(Task)
Repeat exactly the lines of the listing below, please, starting with the first and ending with the line containing "translate:-50% -50%; white-space:nowrap;"; leave out the rest.

※

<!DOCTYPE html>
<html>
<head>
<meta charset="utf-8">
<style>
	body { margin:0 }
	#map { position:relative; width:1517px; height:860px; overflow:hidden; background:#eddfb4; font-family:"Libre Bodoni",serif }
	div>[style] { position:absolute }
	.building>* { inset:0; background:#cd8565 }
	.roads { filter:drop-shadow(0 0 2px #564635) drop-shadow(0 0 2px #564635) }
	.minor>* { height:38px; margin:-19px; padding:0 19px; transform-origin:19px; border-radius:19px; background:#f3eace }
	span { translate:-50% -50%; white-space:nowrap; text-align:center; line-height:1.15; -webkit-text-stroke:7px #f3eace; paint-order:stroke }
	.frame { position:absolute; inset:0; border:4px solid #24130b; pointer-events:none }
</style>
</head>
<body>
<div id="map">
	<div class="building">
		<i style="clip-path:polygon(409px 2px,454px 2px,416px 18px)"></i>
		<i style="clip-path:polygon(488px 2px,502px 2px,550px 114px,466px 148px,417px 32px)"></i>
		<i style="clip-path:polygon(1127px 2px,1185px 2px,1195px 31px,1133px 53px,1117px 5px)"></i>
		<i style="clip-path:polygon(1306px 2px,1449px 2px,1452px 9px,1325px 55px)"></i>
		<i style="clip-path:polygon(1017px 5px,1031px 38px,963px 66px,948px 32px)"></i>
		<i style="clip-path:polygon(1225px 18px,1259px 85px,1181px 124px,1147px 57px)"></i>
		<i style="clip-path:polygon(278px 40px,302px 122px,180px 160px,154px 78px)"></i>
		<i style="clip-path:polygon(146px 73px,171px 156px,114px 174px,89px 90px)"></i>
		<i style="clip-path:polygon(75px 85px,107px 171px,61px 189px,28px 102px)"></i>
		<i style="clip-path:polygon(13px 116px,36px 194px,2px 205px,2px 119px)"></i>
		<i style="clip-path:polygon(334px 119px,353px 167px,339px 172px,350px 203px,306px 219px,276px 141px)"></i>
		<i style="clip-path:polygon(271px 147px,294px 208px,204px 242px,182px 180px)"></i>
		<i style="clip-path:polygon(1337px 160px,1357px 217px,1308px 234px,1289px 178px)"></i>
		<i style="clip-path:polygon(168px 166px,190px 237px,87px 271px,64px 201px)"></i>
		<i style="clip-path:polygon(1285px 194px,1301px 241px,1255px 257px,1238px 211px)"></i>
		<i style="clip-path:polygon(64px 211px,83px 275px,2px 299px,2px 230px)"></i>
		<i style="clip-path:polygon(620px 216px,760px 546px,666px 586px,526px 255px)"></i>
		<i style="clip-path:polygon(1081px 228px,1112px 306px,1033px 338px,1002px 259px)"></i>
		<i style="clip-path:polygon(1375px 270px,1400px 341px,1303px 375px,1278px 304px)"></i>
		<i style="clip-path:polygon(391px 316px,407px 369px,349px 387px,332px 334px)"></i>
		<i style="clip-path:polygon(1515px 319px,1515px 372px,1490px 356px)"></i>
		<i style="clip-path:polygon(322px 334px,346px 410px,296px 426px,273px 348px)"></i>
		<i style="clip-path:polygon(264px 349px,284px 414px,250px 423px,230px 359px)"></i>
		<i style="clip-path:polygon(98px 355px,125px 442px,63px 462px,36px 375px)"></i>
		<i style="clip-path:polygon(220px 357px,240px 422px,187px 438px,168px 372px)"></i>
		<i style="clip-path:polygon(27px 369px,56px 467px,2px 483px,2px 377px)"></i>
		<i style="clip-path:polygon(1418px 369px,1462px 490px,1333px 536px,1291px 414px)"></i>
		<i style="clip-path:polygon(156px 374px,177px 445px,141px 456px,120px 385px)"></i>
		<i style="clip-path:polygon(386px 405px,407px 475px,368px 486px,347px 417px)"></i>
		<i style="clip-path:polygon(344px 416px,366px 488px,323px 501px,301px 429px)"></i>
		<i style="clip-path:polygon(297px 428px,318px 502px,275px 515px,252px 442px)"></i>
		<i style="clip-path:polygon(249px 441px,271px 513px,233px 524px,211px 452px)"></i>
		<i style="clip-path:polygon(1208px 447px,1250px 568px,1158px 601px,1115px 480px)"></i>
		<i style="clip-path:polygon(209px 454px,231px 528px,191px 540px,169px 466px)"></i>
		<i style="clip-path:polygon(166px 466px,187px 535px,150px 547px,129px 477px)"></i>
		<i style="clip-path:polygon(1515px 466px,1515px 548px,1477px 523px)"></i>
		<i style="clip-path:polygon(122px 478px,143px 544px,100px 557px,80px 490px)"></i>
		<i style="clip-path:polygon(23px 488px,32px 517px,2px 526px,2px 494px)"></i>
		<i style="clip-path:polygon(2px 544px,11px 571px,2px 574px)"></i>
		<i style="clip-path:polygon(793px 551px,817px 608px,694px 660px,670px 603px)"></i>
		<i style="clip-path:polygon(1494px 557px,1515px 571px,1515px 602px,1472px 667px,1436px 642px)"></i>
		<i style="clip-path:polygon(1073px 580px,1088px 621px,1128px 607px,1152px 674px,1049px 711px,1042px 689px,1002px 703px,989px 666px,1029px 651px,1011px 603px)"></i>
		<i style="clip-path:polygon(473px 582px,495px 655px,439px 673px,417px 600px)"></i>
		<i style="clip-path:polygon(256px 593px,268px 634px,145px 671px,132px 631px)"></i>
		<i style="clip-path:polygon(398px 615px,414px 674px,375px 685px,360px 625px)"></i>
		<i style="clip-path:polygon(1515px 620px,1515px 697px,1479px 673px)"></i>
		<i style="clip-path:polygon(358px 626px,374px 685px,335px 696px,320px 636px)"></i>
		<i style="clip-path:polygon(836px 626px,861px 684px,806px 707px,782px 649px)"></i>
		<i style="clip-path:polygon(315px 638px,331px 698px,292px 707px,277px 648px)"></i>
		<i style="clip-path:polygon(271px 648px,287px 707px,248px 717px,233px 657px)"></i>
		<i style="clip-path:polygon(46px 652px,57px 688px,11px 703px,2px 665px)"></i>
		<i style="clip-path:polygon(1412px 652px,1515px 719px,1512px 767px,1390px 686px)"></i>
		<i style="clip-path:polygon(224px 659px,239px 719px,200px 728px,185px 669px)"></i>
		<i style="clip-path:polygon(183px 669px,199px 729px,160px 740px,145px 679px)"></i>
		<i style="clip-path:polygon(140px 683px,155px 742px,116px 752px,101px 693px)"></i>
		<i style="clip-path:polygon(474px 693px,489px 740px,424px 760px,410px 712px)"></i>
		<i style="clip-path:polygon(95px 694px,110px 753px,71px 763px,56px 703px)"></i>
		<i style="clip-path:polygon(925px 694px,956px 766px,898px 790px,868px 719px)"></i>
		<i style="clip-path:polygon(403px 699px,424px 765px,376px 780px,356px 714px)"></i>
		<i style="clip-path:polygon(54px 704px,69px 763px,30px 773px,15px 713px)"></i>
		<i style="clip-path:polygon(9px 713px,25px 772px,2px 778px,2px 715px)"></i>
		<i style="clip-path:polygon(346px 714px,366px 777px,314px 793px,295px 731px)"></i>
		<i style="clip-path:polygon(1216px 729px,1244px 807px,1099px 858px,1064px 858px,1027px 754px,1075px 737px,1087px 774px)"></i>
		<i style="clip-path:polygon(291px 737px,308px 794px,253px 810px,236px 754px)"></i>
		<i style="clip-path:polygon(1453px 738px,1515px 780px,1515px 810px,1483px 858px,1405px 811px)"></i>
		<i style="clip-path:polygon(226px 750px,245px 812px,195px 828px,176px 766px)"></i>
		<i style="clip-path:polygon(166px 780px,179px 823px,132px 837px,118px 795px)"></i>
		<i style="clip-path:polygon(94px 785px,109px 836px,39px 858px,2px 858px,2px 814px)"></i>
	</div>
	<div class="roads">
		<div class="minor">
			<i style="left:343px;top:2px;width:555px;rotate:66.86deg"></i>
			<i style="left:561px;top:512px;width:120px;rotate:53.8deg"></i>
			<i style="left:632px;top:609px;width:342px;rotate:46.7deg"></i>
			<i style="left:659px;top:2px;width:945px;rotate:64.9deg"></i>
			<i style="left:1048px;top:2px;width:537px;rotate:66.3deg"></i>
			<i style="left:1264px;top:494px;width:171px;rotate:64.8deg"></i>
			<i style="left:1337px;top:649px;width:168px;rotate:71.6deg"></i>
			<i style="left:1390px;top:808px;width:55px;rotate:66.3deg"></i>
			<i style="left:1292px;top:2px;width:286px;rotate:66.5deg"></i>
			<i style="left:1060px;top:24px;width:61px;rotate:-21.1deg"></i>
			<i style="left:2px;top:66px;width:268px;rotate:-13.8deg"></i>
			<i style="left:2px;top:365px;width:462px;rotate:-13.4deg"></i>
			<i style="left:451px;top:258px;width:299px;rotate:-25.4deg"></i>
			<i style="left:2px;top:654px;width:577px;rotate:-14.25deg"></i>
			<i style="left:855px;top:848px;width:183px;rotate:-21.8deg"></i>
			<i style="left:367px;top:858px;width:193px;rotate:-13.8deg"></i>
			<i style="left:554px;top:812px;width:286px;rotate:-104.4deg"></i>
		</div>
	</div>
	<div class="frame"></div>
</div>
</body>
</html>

※

(Finished exercise)
<!DOCTYPE html>
<html>
<head>
<meta charset="utf-8">
<style>
	body { margin:0 }
	#map { position:relative; width:1517px; height:860px; overflow:hidden; background:#eddfb4; font-family:"Libre Bodoni",serif }
	div>[style] { position:absolute }
	.building>* { inset:0; background:#cd8565 }
	.roads { filter:drop-shadow(0 0 2px #564635) drop-shadow(0 0 2px #564635) }
	.minor>* { height:38px; margin:-19px; padding:0 19px; transform-origin:19px; border-radius:19px; background:#f3eace }
	span { translate:-50% -50%; white-space:nowrap; text-align:center; line-height:1.15; -webkit-text-stroke:7px #f3eace; paint-order:stroke }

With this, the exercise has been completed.